# What is needed:
The full listing, excluding its pictures, should be printed exactly as it stands.

# Material provided:
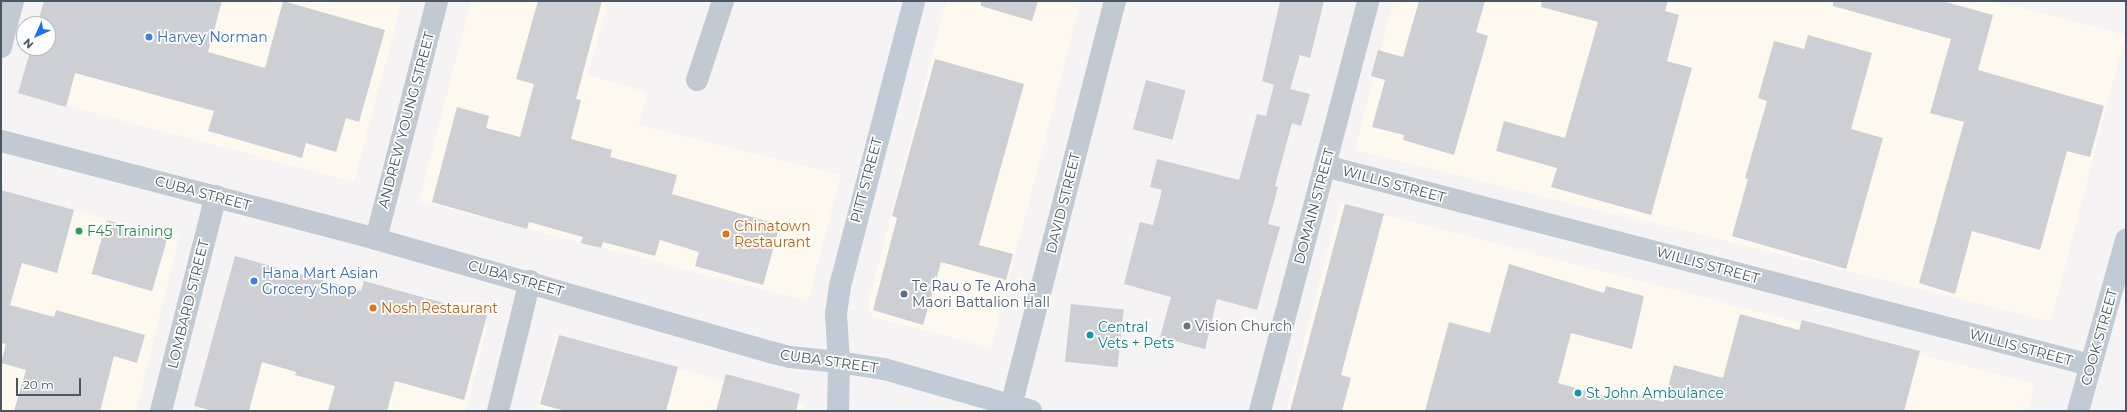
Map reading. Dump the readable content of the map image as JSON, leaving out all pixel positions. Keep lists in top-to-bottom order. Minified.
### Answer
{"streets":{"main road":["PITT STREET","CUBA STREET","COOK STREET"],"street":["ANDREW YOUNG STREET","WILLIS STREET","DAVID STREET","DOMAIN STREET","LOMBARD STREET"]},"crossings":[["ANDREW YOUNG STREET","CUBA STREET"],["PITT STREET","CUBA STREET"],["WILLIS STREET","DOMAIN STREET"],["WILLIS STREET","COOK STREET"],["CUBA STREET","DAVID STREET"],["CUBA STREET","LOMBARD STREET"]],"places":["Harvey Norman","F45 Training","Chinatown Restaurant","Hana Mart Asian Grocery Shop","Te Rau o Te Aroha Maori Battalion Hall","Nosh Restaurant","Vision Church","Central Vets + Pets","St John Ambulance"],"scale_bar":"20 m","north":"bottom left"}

# Reply to the task:
Map reading. Dump the readable content of the map image as JSON, leaving out all pixel positions. Keep lists in top-to-bottom order. Minified.
### Answer
{"streets":{"main road":["PITT STREET","CUBA STREET","COOK STREET"],"street":["ANDREW YOUNG STREET","WILLIS STREET","DAVID STREET","DOMAIN STREET","LOMBARD STREET"]},"crossings":[["ANDREW YOUNG STREET","CUBA STREET"],["PITT STREET","CUBA STREET"],["WILLIS STREET","DOMAIN STREET"],["WILLIS STREET","COOK STREET"],["CUBA STREET","DAVID STREET"],["CUBA STREET","LOMBARD STREET"]],"places":["Harvey Norman","F45 Training","Chinatown Restaurant","Hana Mart Asian Grocery Shop","Te Rau o Te Aroha Maori Battalion Hall","Nosh Restaurant","Vision Church","Central Vets + Pets","St John Ambulance"],"scale_bar":"20 m","north":"bottom left"}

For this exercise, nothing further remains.